VoltMesh’s Application Security is an integrated application security and AI inference engine in the data-plane providing the capability to perform intrusion and anomaly detection based on models that are computed and distributed from our SaaS-based service. The solution uses a combination of algorithmic, signature-based, reputation database, and machine learning techniques to identify application and API level attacks and provide a holistic next-generation application firewall. The machine learning engine automatically determines all the API endpoints that are being accessed for any virtual service and that can be used to define policies for application micro-segmentation. Volterra also provides the capability of managed PKI identities to applications that can be used for application to application and developer to application authentication and policy-based authorization. It is “out-of-the-box” ready and accessible when Volterra Node or Cluster is deployed.
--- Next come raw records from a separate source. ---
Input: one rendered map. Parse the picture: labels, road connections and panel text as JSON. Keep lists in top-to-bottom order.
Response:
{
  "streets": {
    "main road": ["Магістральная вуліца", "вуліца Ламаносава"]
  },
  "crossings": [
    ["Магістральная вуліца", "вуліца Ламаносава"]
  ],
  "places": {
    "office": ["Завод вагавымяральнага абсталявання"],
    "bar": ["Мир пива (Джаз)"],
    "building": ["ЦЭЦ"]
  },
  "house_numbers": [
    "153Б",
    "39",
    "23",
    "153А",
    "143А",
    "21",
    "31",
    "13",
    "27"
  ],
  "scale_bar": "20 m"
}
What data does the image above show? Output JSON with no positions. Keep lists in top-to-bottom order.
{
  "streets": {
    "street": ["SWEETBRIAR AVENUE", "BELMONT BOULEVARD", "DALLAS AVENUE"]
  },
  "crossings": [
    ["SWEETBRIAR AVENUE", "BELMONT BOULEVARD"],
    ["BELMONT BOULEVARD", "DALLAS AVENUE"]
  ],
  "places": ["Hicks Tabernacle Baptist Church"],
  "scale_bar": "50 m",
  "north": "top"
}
If you are interested in further details of how the features described in this guide work, read more below in Concepts.
Intro to VoltMesh Application Security
With all Volterra Node or Cluster deployments, you have the ability to leverage additional VoltMesh and VoltStack services as a simple add-on. This section discusses specifically the VoltMesh Application Security features.
VoltMesh Application Security Features
Simplified WAF rules creation with automated include and exclusion of rules to limit the risk of false positives. VoltMesh currently supports OWASP core rule set (CRS) and Volterra rule set (VRS). Rules can be enabled using Implicit or Explicit modes. Implicit mode takes various inputs of technologies used on the virtual host. Volterra’s AI-powered algorithmic engine will use this to automatically create rules. Explicit rules allow users to explicit configure rules to exclude. In addition to configuring, the actions supported are monitoring and blocking mode. Monitoring generates security event alerts only while blocking mode and will drop matched rules.
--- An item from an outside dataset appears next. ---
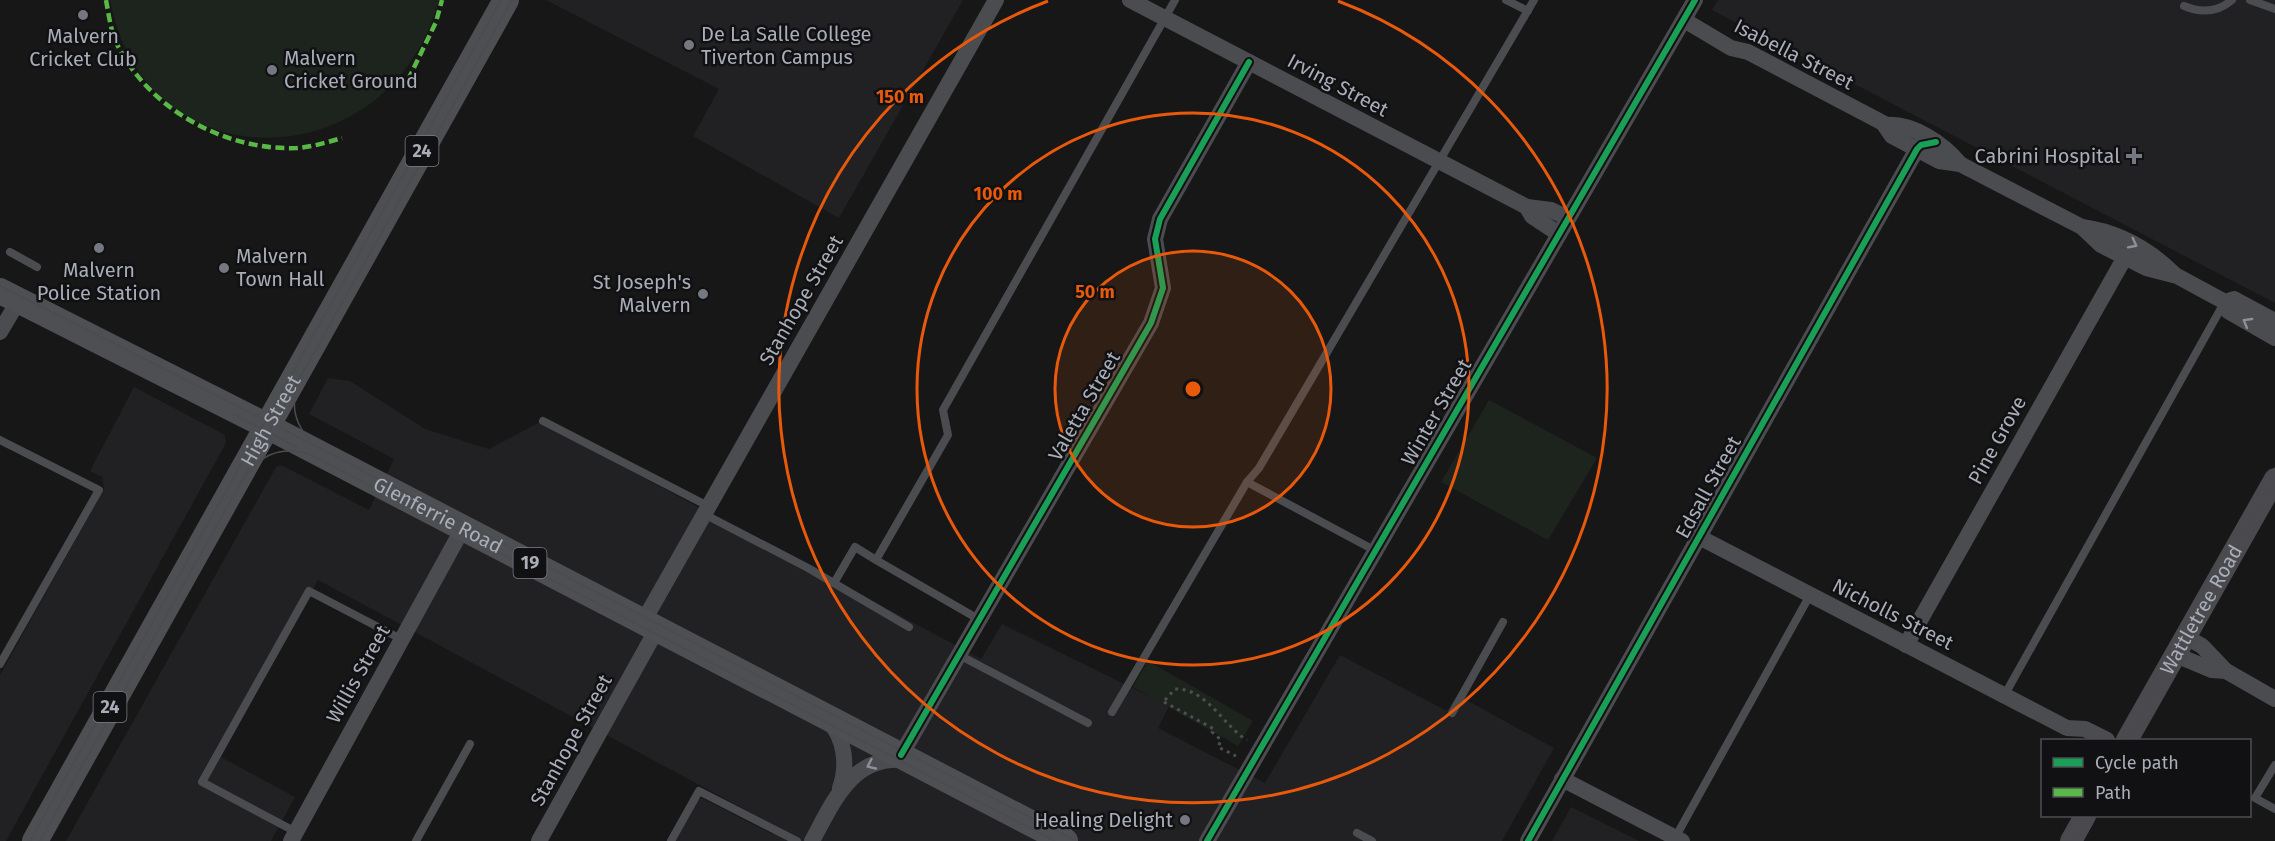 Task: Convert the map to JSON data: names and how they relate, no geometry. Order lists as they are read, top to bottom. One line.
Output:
{"streets":{"main road":["24","High Street","Glenferrie Road","19","Wattletree Road"],"street":["Isabella Street","Irving Street","Stanhope Street","Valetta Street","Winter Street","Pine Grove","Edsall Street","Nicholls Street","Willis Street"]},"crossings":[["Isabella Street","Winter Street"],["Isabella Street","Pine Grove"],["Isabella Street","Edsall Street"],["Irving Street","Valetta Street"],["Irving Street","Winter Street"],["Stanhope Street","Glenferrie Road"],["Valetta Street","Glenferrie Road"],["High Street","Glenferrie Road"],["Pine Grove","Nicholls Street"],["Edsall Street","Nicholls Street"],["Glenferrie Road","Willis Street"]],"places":{"other":["Malvern Cricket Club","De La Salle College Tiverton Campus","Malvern Cricket Ground","Malvern Police Station","Malvern Town Hall","St Joseph's Malvern","Healing Delight"],"health":["Cabrini Hospital"]},"legend":["Cycle path","Path"],"rings":["150 m","100 m","50 m"]}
Application DoS & BOT Detection
Denial of service attacks can be detected on Applications and APIs using alerts from rules-based WAF as well as anomaly alerts from our behavioral analysis. These alerts can be used to generate service policies at the application level as well as the network level. Since applications are always protected using distributed proxies and VoltMesh global infrastructure, any network-level DOS attacks affect only the data-plane. The data-plane is able to handle various resource exhaustion attacks (e.g. flow table using syn flood), fragmentation buffer, NAT pool etc. In addition, the data-plane provides fast ACLs to protect against application-level attacks from clients or BOTs.
Application Anomaly Detection
If a tenant configures application security, a behavior firewall is enabled. Machine learning is centrally done in our control plane using inputs from logs and metrics from all distributed proxes for that tenant. AI models are then created to baseline different types of requests. This model then used for inference in the proxy’s request path to flag requests that deviate from the learned models. Request behavior is characterized by metrics such as request size, response size, and request to response latency.
Time-series Anomaly Detection
Time-series metrics for request rate, errors, latency, and throughput are used to detect anomalies using statistical algorithms.
API Endpoint Markup, Behavioral Analysis & Anomalies
Business markup using client/server logs and metrics from the VirtualHost to provide API endpoint markup. This includes identifying and tokenizing dynamic components in the URL which makes up the web application being accessed. Behavioral analysis generates API endpoint behavior models allowing for per request anomaly detection.